YOUR SOLIN GENERATED RECIPE
Grilled Chicken and Brown Rice Veggie Bowl
Tender grilled chicken breast served over nutty brown rice and a mountain of steamed broccoli and peppers, finished with a squeeze of bright lemon and creamy avocado.
INGREDIENTS
5.3 oz Chicken Breast, boneless skinless
1/2 cup Cooked Brown Rice
1 cup Broccoli florets
1/2 cup Red Bell Pepper, sliced
1/2 cup Zucchini, sliced
1/8 Avocado, sliced
1 tsp Extra Virgin Olive Oil
Fresh lemon juice, salt, and black pepper to taste
PREPARATION
Season the raw chicken breast with salt, black pepper, and a squeeze of lemon juice.
Heat a grill pan or outdoor grill over medium-high heat and lightly coat with half of the olive oil.
Grill the chicken for 6-7 minutes per side or until the internal temperature reaches 165°F, then set aside to rest.
While the chicken is cooking, steam the broccoli florets for 4-5 minutes until bright green and crisp-tender.

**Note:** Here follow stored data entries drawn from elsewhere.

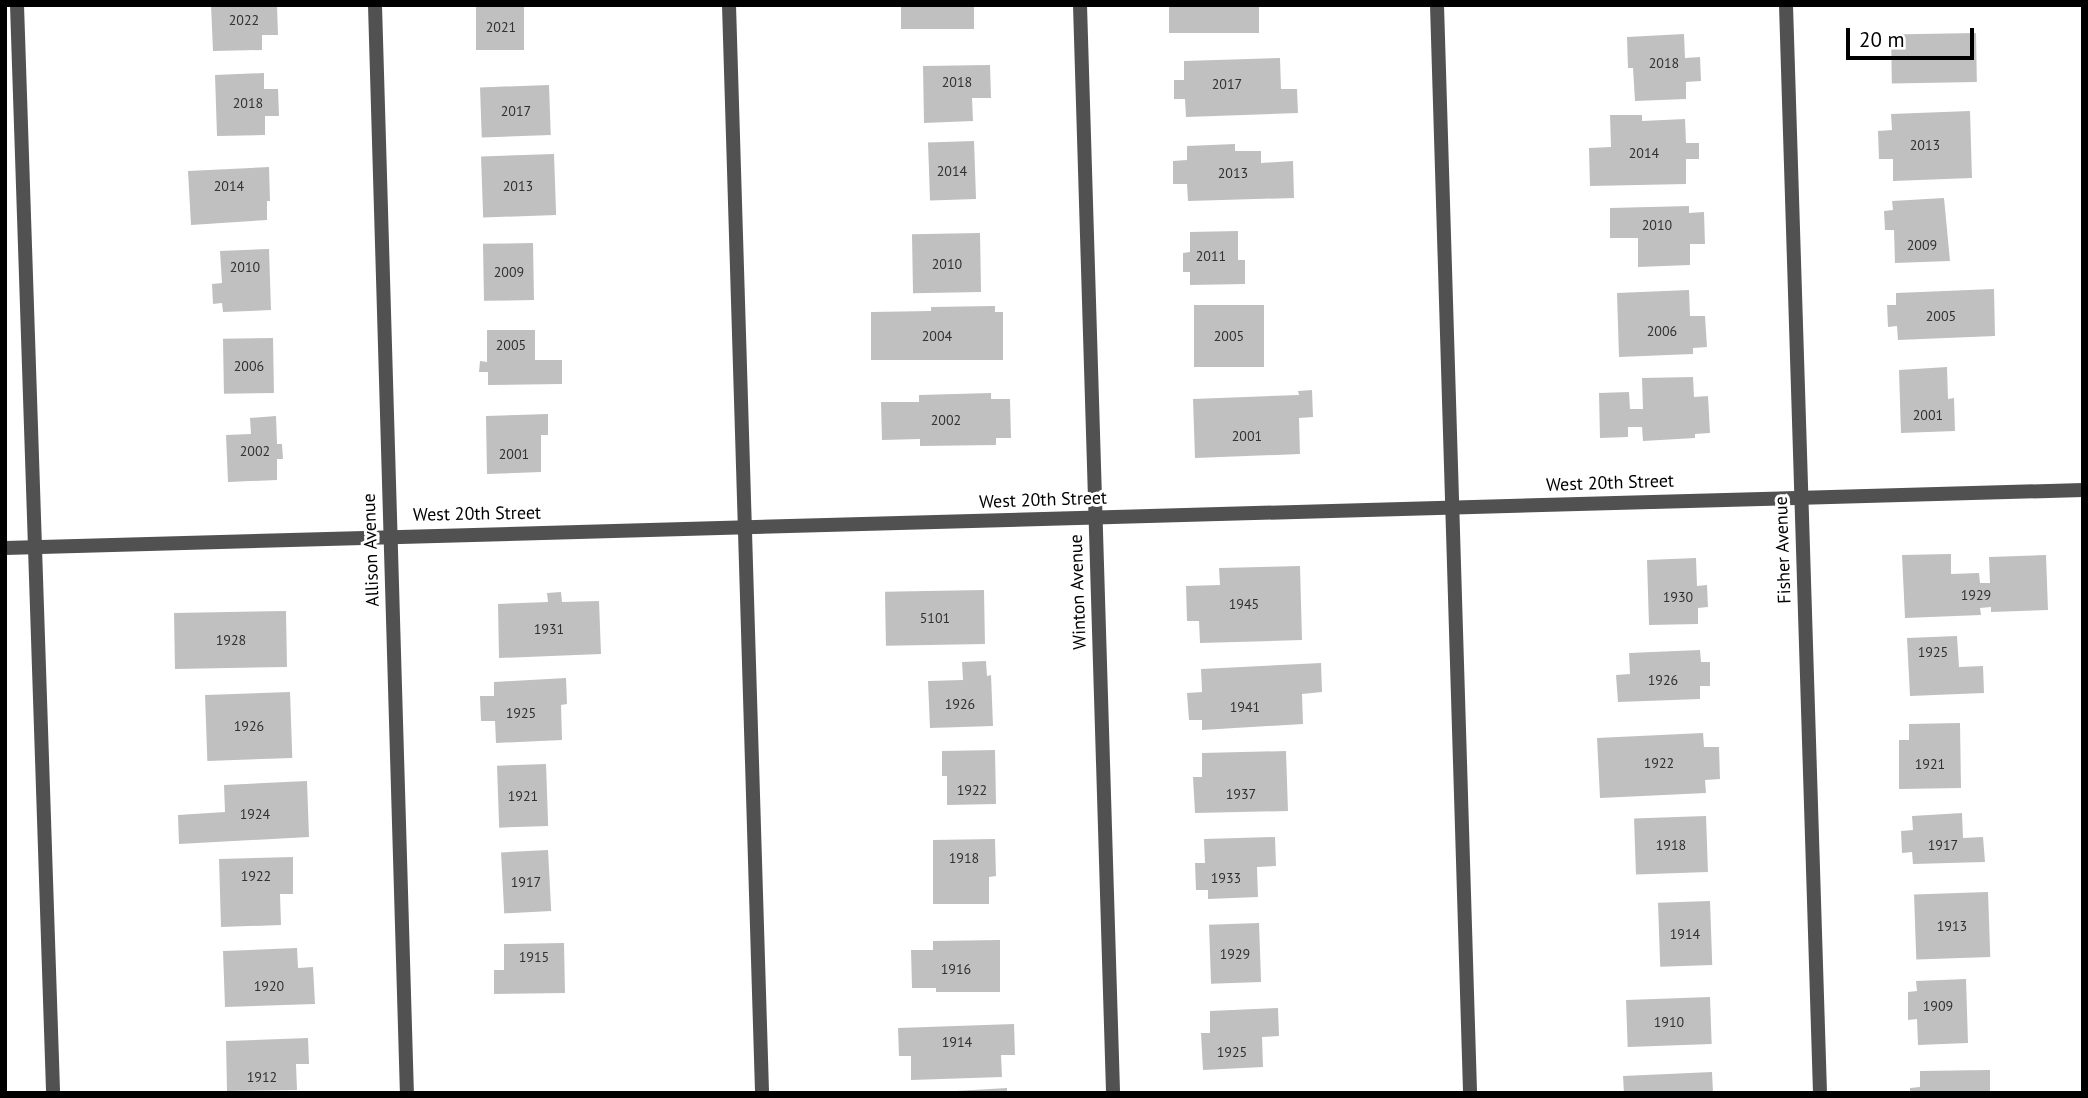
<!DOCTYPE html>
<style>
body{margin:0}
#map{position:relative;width:2088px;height:1098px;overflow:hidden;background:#fff;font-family:"PT Sans",sans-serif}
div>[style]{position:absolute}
.building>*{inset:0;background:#c0c0c0;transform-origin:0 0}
.lane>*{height:14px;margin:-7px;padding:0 7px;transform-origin:7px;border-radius:7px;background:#515151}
.street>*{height:14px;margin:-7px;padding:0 7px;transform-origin:7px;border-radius:7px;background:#515151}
span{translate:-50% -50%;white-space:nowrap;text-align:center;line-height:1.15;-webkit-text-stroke:6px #fff;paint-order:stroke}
.number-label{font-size:14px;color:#303030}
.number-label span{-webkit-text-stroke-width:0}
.street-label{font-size:18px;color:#000}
.frame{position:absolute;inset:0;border:7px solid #000;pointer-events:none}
.scale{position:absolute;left:1846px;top:28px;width:128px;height:32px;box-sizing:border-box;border:4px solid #000;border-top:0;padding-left:9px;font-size:21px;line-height:24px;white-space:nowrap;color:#000;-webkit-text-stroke:5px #fff;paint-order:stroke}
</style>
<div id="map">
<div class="building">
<div style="clip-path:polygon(211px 5px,277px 5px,278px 35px,262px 35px,262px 50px,213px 51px)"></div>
<div style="left:476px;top:5px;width:48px;height:45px"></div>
<div style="left:901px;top:5px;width:73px;height:24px"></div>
<div style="left:1169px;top:5px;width:90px;height:28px"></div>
<div style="left:1976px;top:33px;width:49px;height:85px;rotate:89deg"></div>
<div style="clip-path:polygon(1684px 34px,1685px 58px,1700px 57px,1701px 81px,1686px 82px,1686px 99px,1635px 101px,1633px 68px,1628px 68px,1627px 37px)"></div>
<div style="clip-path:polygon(1280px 58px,1281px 89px,1297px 89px,1298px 113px,1186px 117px,1185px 99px,1174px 99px,1174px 80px,1184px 80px,1184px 61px)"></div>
<div style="clip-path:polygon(990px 65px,991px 98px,972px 98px,973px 121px,924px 123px,923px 66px)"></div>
<div style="clip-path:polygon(264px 73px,264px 89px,278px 89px,279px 116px,265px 116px,265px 135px,217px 136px,215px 75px)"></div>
<div style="left:549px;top:85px;width:50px;height:69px;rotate:88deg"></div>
<div style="clip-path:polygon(1970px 111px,1972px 178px,1893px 181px,1893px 159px,1879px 159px,1878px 131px,1892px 130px,1891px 114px)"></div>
<div style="clip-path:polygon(1610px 115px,1642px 115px,1642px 121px,1685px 119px,1686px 143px,1699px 143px,1699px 159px,1686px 159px,1686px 184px,1590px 186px,1589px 148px,1611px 147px)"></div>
<div style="left:974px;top:141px;width:58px;height:46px;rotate:88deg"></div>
<div style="clip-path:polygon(1235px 144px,1235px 151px,1261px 151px,1261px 163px,1293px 161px,1294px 198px,1188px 201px,1187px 184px,1173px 184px,1173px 161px,1187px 160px,1187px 146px)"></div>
<div style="left:554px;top:154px;width:61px;height:73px;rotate:88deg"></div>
<div style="clip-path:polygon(269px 167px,270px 201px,267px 201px,267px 220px,191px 225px,188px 171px)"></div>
<div style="clip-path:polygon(1944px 198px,1950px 261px,1895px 263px,1894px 230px,1885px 230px,1884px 211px,1893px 210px,1892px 201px)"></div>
<div style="clip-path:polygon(1689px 206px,1689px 213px,1704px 212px,1705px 244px,1690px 244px,1690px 265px,1638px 267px,1638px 238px,1610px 238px,1610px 208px)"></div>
<div style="clip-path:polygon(1238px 231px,1238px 260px,1245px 260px,1245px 284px,1190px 285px,1190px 272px,1183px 272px,1183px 253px,1190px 252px,1190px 232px)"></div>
<div style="left:980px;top:233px;width:59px;height:68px;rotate:89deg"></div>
<div style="left:533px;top:243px;width:57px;height:50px;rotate:89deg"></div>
<div style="clip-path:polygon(269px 249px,271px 310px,223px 312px,222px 303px,213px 304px,212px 284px,222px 283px,220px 251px)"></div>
<div style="clip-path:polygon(1994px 289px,1995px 336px,1898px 340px,1897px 326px,1888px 327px,1887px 305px,1896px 305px,1896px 293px)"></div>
<div style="clip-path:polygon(1689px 290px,1690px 316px,1705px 316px,1707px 347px,1693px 348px,1693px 354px,1619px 357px,1617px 293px)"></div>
<div style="left:1194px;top:305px;width:70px;height:62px"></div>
<div style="clip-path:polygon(995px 306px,995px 312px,1003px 312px,1003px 360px,871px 360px,871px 312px,931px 311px,931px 307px)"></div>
<div style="clip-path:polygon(487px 330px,535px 330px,535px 360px,562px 360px,562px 384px,488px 385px,488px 372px,479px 372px,480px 361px,487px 362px)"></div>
<div style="left:273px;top:338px;width:55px;height:50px;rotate:89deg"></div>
<div style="clip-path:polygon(1947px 367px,1948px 399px,1954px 398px,1955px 431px,1901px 433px,1899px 370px)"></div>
<div style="clip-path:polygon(1693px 377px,1694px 397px,1708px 396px,1710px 433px,1695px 434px,1695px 438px,1643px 441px,1642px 427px,1628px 427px,1628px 437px,1600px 438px,1599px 393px,1629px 392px,1630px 409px,1643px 409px,1642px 378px)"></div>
<div style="clip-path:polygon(1312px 390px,1313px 417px,1299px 418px,1300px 454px,1195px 458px,1193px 399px,1299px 395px,1298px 391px)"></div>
<div style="clip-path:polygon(991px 393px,991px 399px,1010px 399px,1011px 438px,996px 438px,996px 445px,920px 446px,920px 439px,882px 440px,881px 402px,919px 402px,919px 395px)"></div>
<div style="clip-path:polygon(548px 414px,548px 435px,541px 435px,541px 472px,487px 474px,486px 416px)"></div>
<div style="clip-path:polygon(276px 416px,277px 444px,282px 444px,283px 459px,277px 459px,277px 480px,228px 482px,226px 435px,251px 434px,250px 418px)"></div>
<div style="clip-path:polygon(1951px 554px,1951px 574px,1979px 573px,1980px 583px,1990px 583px,1989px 557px,2046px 555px,2048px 610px,1991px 612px,1991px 607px,1980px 608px,1981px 615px,1905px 618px,1902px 555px)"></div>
<div style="clip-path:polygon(1696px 558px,1697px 586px,1707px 585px,1708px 607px,1698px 608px,1698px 624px,1649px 625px,1647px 560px)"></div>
<div style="clip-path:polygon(1300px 566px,1302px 640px,1200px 643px,1199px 621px,1187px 621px,1186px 586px,1220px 585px,1219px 568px)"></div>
<div style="left:984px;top:590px;width:54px;height:99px;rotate:89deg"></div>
<div style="clip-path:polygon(561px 592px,562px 602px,599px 601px,601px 654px,499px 658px,498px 604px,548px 602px,547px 593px)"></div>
<div style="left:286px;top:611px;width:56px;height:112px;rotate:89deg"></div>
<div style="clip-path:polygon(1957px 636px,1959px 667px,1983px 666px,1984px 693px,1910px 696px,1907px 638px)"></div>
<div style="clip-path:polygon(1700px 650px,1701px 662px,1710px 662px,1710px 686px,1700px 686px,1700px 699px,1618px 702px,1616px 675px,1630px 674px,1629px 653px)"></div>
<div style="clip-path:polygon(986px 661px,987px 676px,991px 675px,993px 726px,930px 728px,928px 681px,963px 680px,962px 662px)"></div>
<div style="clip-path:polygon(1321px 663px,1322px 692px,1302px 694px,1303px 724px,1202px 730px,1202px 720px,1189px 720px,1187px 693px,1202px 692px,1201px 669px)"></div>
<div style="clip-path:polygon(566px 678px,567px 704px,561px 705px,562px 740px,496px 743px,495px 721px,481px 721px,480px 696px,494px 696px,494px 682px)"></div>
<div style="left:290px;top:692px;width:66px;height:85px;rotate:88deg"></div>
<div style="clip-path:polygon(1960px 723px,1961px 788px,1899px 789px,1899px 740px,1909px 740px,1909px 724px)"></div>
<div style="clip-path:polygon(1703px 733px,1704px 747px,1719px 747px,1720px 779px,1705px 780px,1706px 793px,1600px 798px,1597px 738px)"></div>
<div style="clip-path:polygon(995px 750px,996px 804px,947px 805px,947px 776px,942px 776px,942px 751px)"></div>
<div style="clip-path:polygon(1286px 751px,1288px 811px,1195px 813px,1193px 777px,1202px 777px,1202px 753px)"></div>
<div style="left:546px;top:764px;width:62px;height:49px;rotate:88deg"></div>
<div style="clip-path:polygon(307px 781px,309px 837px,179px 844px,178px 815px,225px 812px,224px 785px)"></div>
<div style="clip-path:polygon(1962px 813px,1963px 838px,1983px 837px,1985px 862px,1913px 864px,1912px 852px,1902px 853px,1901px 831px,1913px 830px,1912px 816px)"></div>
<div style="left:1706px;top:816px;width:56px;height:72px;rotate:88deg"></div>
<div style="clip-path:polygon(1275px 837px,1276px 866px,1257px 867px,1258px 897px,1208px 899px,1208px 890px,1196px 890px,1195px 863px,1205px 863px,1204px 839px)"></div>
<div style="clip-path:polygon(995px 839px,996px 876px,989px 877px,989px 904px,933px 904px,933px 840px)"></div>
<div style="left:548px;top:850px;width:61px;height:47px;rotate:87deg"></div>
<div style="clip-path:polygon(293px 857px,293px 894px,280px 894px,281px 925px,221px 927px,219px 859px)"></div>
<div style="left:1988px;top:892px;width:65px;height:74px;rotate:88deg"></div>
<div style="left:1710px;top:901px;width:64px;height:52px;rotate:88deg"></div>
<div style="left:1259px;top:923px;width:59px;height:50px;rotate:88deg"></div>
<div style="clip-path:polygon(1000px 940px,1000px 992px,936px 992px,936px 988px,912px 988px,911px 950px,933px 950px,933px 941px)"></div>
<div style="clip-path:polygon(564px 943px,565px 993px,494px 994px,494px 970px,504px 970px,504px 944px)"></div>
<div style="clip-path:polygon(297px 948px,298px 968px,313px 967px,315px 1004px,225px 1007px,223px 951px)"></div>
<div style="clip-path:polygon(1966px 979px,1968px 1043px,1918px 1045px,1917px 1019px,1908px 1020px,1908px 992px,1917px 991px,1916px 981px)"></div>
<div style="left:1710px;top:997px;width:47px;height:84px;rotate:88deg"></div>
<div style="clip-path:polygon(1278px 1008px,1279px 1036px,1262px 1037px,1263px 1067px,1203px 1070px,1201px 1033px,1210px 1033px,1210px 1011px)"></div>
<div style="clip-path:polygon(1014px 1024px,1015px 1055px,1001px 1055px,1002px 1077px,911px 1080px,911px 1056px,899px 1056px,898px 1028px)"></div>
<div style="clip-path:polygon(308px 1038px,309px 1064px,296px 1064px,297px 1090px,227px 1091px,226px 1041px)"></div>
<div style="clip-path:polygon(1990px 1070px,1990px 1093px,1910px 1093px,1910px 1088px,1920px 1087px,1920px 1071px)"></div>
<div style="clip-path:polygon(1712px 1072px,1713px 1093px,1624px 1093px,1623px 1076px)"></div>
<div style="clip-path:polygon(1007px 1088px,1007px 1093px,956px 1093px,956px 1091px)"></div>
</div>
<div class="lane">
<div style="left:17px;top:5px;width:1089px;rotate:88.1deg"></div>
<div style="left:729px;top:5px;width:1089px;rotate:88.26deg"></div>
<div style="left:1437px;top:5px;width:1089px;rotate:88.26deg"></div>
</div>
<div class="street">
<div style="left:375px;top:5px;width:1088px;rotate:88.32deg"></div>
<div style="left:1080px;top:5px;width:1089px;rotate:88.26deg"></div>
<div style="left:1786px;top:5px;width:1089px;rotate:88.21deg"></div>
<div style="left:5px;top:548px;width:2079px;rotate:-1.6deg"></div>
</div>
<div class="number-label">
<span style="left:244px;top:20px">2022</span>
<span style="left:501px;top:27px">2021</span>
<span style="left:1664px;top:63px">2018</span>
<span style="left:957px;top:82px">2018</span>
<span style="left:1227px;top:84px">2017</span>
<span style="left:248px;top:103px">2018</span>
<span style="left:516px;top:111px">2017</span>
<span style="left:1925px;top:145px">2013</span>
<span style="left:1644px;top:153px">2014</span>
<span style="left:952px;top:171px">2014</span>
<span style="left:1233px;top:173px">2013</span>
<span style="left:229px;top:186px">2014</span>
<span style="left:518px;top:186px">2013</span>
<span style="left:1657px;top:225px">2010</span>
<span style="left:1922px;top:245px">2009</span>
<span style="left:1211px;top:256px">2011</span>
<span style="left:947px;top:264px">2010</span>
<span style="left:245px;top:267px">2010</span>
<span style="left:509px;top:272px">2009</span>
<span style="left:1941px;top:316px">2005</span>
<span style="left:1662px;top:331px">2006</span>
<span style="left:937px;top:336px">2004</span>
<span style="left:1229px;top:336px">2005</span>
<span style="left:511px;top:345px">2005</span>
<span style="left:249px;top:366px">2006</span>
<span style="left:1928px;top:415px">2001</span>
<span style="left:946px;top:420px">2002</span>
<span style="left:1247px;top:436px">2001</span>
<span style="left:255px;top:451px">2002</span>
<span style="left:514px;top:454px">2001</span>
<span style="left:1976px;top:595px">1929</span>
<span style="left:1678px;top:597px">1930</span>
<span style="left:1244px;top:604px">1945</span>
<span style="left:935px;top:618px">5101</span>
<span style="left:549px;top:629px">1931</span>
<span style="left:231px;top:640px">1928</span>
<span style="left:1933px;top:652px">1925</span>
<span style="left:1663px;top:680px">1926</span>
<span style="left:960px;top:704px">1926</span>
<span style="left:1245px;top:707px">1941</span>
<span style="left:521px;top:713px">1925</span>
<span style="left:249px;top:726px">1926</span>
<span style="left:1659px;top:763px">1922</span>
<span style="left:1930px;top:764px">1921</span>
<span style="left:972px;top:790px">1922</span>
<span style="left:1241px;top:794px">1937</span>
<span style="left:523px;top:796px">1921</span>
<span style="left:255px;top:814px">1924</span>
<span style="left:1671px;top:845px">1918</span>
<span style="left:1943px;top:845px">1917</span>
<span style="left:964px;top:858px">1918</span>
<span style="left:256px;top:876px">1922</span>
<span style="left:1226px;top:878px">1933</span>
<span style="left:526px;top:882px">1917</span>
<span style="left:1952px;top:926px">1913</span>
<span style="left:1685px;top:934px">1914</span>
<span style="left:1235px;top:954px">1929</span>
<span style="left:534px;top:957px">1915</span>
<span style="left:956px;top:969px">1916</span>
<span style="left:269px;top:986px">1920</span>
<span style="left:1938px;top:1006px">1909</span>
<span style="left:1669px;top:1022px">1910</span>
<span style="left:957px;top:1042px">1914</span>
<span style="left:1232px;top:1052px">1925</span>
<span style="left:262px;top:1077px">1912</span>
</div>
<div class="street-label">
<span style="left:1610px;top:483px;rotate:-2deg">West 20th Street</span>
<span style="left:1043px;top:500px;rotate:-2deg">West 20th Street</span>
<span style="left:477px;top:514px;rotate:-1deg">West 20th Street</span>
<span style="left:371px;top:550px;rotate:-92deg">Allison Avenue</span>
<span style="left:1783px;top:550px;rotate:-92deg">Fisher Avenue</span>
<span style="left:1078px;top:592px;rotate:-92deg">Winton Avenue</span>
</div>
<div class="frame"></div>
<div class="scale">20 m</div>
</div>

In a small non-stick skillet, sauté the sliced bell peppers and zucchini with the remaining olive oil for 3-4 minutes.
Warm the pre-cooked brown rice and place it at the base of a large bowl.
Slice the rested chicken breast and arrange it over the rice along with the steamed broccoli, sautéed peppers, and zucchini.
Top the bowl with fresh avocado slices and an extra squeeze of lemon juice before serving.